§ **MATERIAL SHOWN**
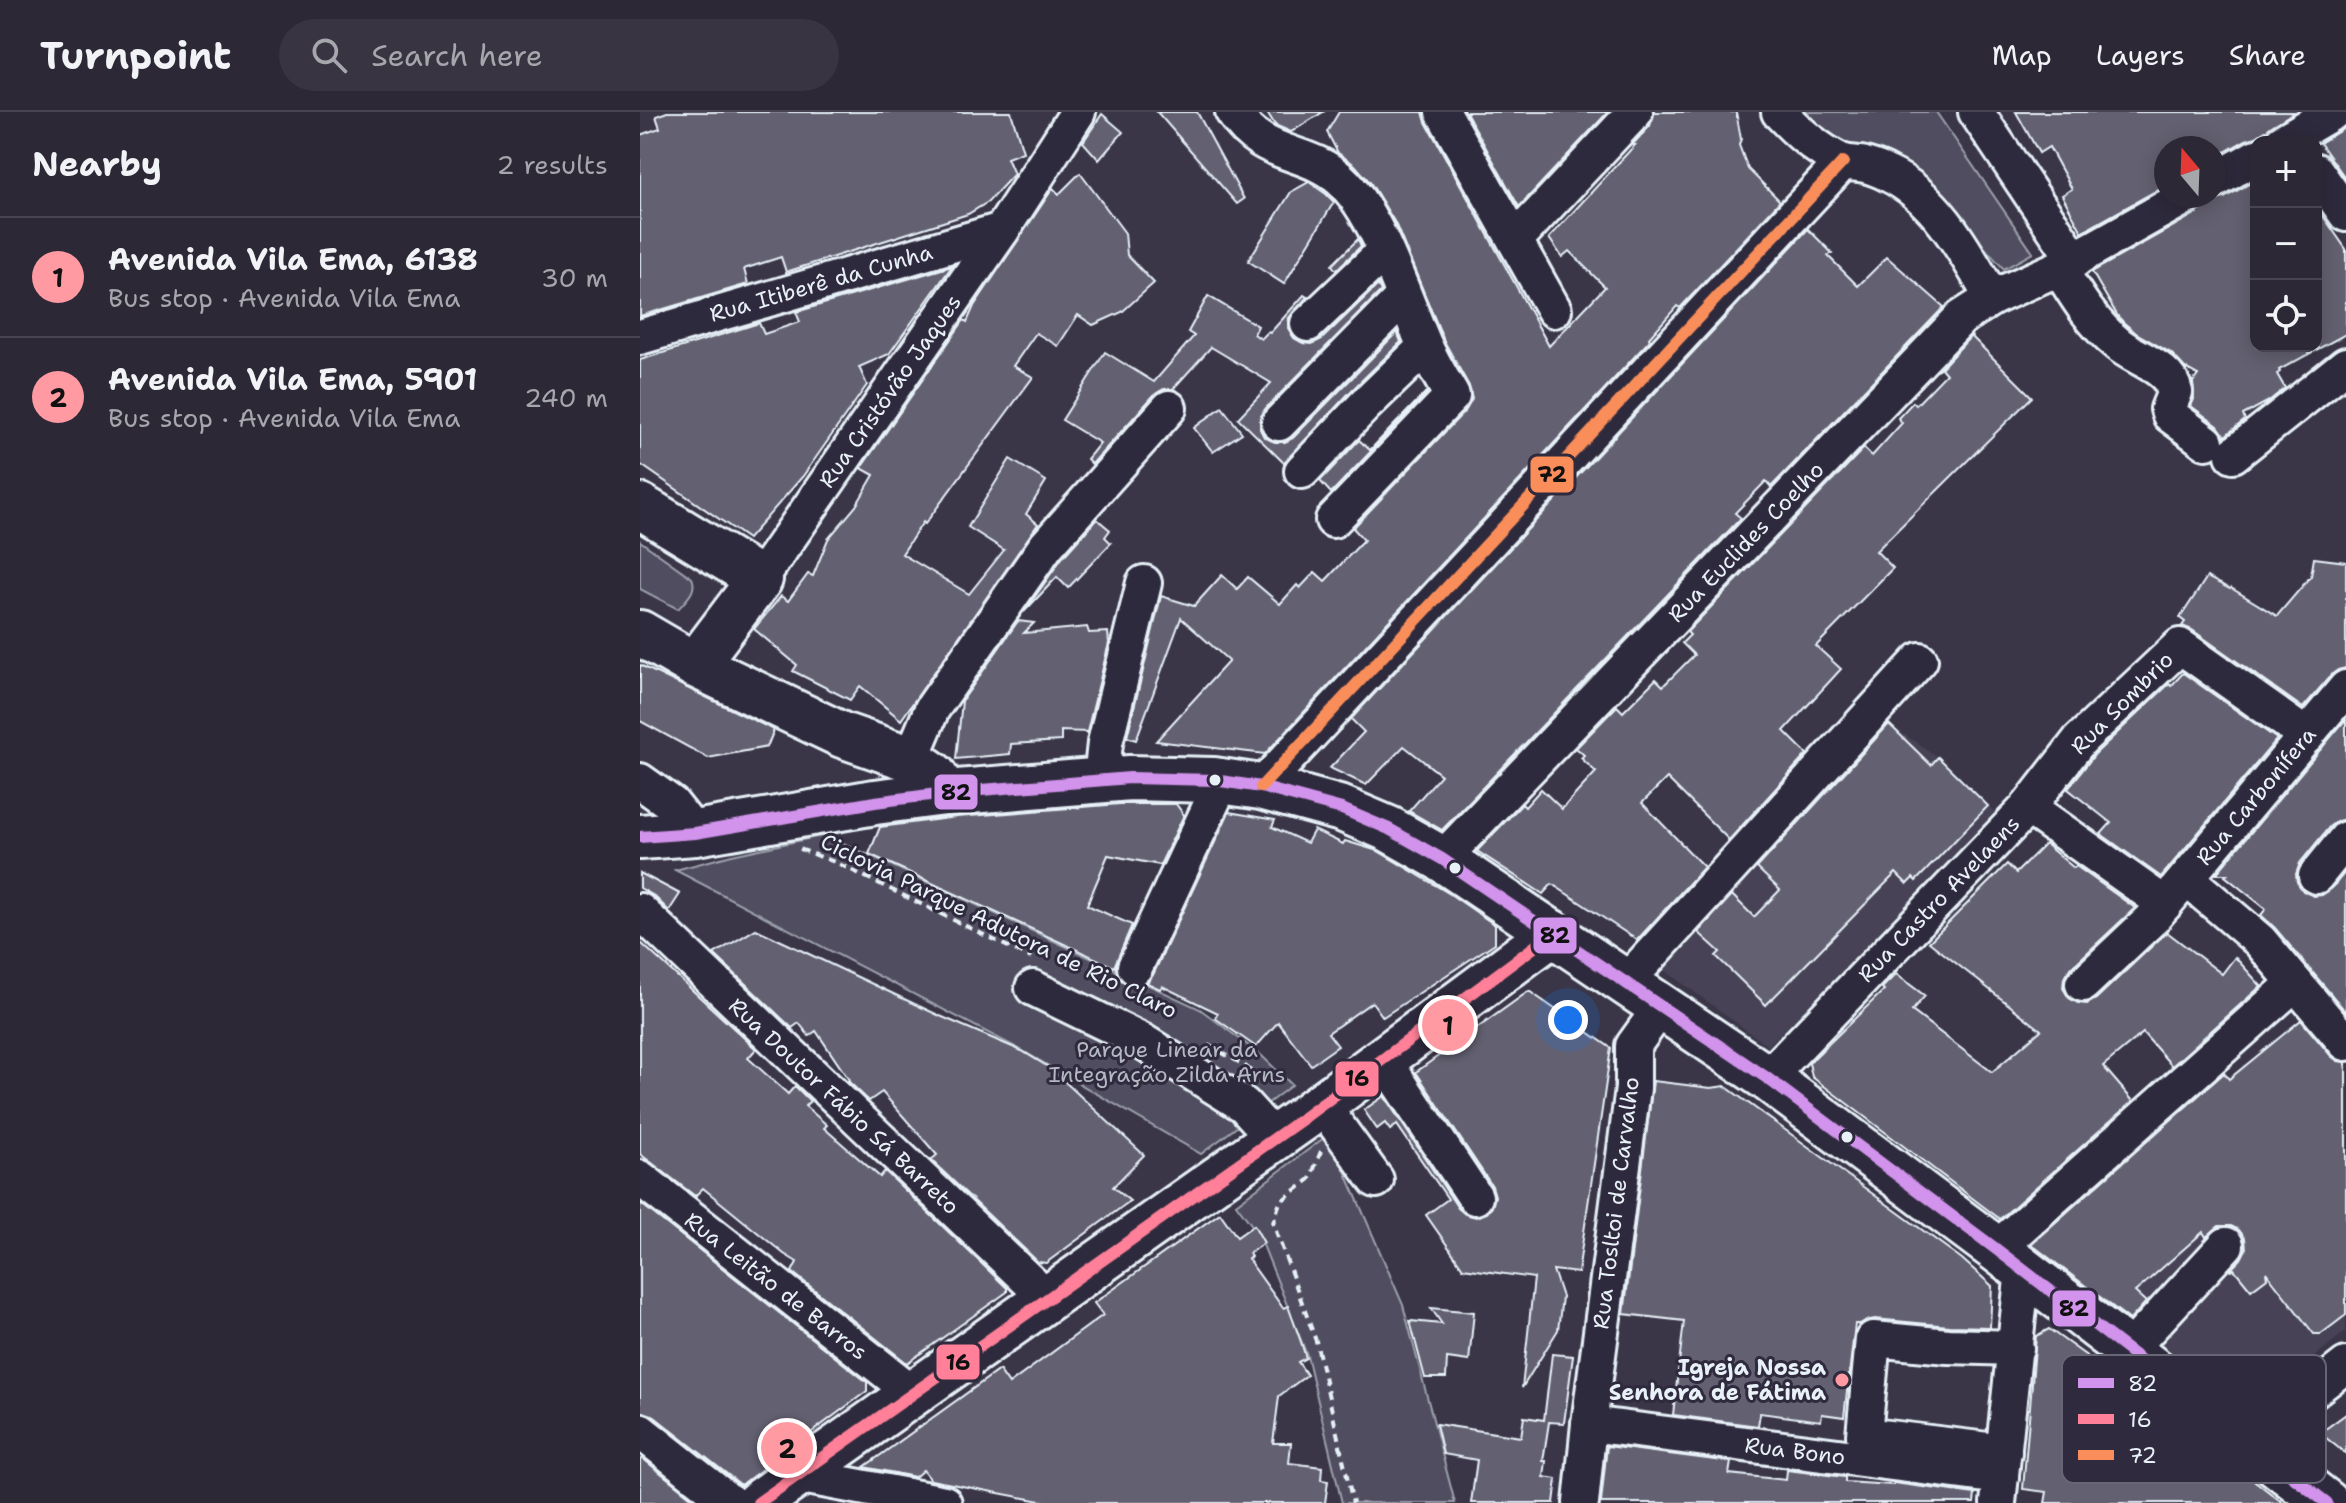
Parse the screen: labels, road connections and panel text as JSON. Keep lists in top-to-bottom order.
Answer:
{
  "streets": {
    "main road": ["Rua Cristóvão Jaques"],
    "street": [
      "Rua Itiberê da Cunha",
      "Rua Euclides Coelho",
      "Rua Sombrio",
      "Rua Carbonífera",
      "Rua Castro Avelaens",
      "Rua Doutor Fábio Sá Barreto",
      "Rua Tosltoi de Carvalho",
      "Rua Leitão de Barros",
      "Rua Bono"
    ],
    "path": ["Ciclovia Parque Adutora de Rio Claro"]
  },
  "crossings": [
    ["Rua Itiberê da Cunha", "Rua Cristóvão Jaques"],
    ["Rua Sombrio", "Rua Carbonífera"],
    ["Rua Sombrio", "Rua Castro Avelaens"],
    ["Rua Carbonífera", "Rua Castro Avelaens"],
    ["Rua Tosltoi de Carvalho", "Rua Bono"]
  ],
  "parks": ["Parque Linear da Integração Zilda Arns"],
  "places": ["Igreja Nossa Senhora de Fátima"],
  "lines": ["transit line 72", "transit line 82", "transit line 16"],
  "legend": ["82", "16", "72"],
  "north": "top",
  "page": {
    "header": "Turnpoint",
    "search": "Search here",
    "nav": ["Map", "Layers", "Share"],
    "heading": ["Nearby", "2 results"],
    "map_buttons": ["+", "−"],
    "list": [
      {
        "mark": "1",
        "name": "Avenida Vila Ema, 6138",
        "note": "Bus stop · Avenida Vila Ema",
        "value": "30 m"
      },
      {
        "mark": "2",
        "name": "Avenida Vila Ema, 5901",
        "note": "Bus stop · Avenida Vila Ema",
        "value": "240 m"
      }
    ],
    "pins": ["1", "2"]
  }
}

§ **WORK INSTRUCTIONS**
Copy the whole listing exactly, excluding the pictures in it.

§ **ANSWER TO THIS PROBLEM**
Parse the screen: labels, road connections and panel text as JSON. Keep lists in top-to-bottom order.
Answer:
{
  "streets": {
    "main road": ["Rua Cristóvão Jaques"],
    "street": [
      "Rua Itiberê da Cunha",
      "Rua Euclides Coelho",
      "Rua Sombrio",
      "Rua Carbonífera",
      "Rua Castro Avelaens",
      "Rua Doutor Fábio Sá Barreto",
      "Rua Tosltoi de Carvalho",
      "Rua Leitão de Barros",
      "Rua Bono"
    ],
    "path": ["Ciclovia Parque Adutora de Rio Claro"]
  },
  "crossings": [
    ["Rua Itiberê da Cunha", "Rua Cristóvão Jaques"],
    ["Rua Sombrio", "Rua Carbonífera"],
    ["Rua Sombrio", "Rua Castro Avelaens"],
    ["Rua Carbonífera", "Rua Castro Avelaens"],
    ["Rua Tosltoi de Carvalho", "Rua Bono"]
  ],
  "parks": ["Parque Linear da Integração Zilda Arns"],
  "places": ["Igreja Nossa Senhora de Fátima"],
  "lines": ["transit line 72", "transit line 82", "transit line 16"],
  "legend": ["82", "16", "72"],
  "north": "top",
  "page": {
    "header": "Turnpoint",
    "search": "Search here",
    "nav": ["Map", "Layers", "Share"],
    "heading": ["Nearby", "2 results"],
    "map_buttons": ["+", "−"],
    "list": [
      {
        "mark": "1",
        "name": "Avenida Vila Ema, 6138",
        "note": "Bus stop · Avenida Vila Ema",
        "value": "30 m"
      },
      {
        "mark": "2",
        "name": "Avenida Vila Ema, 5901",
        "note": "Bus stop · Avenida Vila Ema",
        "value": "240 m"
      }
    ],
    "pins": ["1", "2"]
  }
}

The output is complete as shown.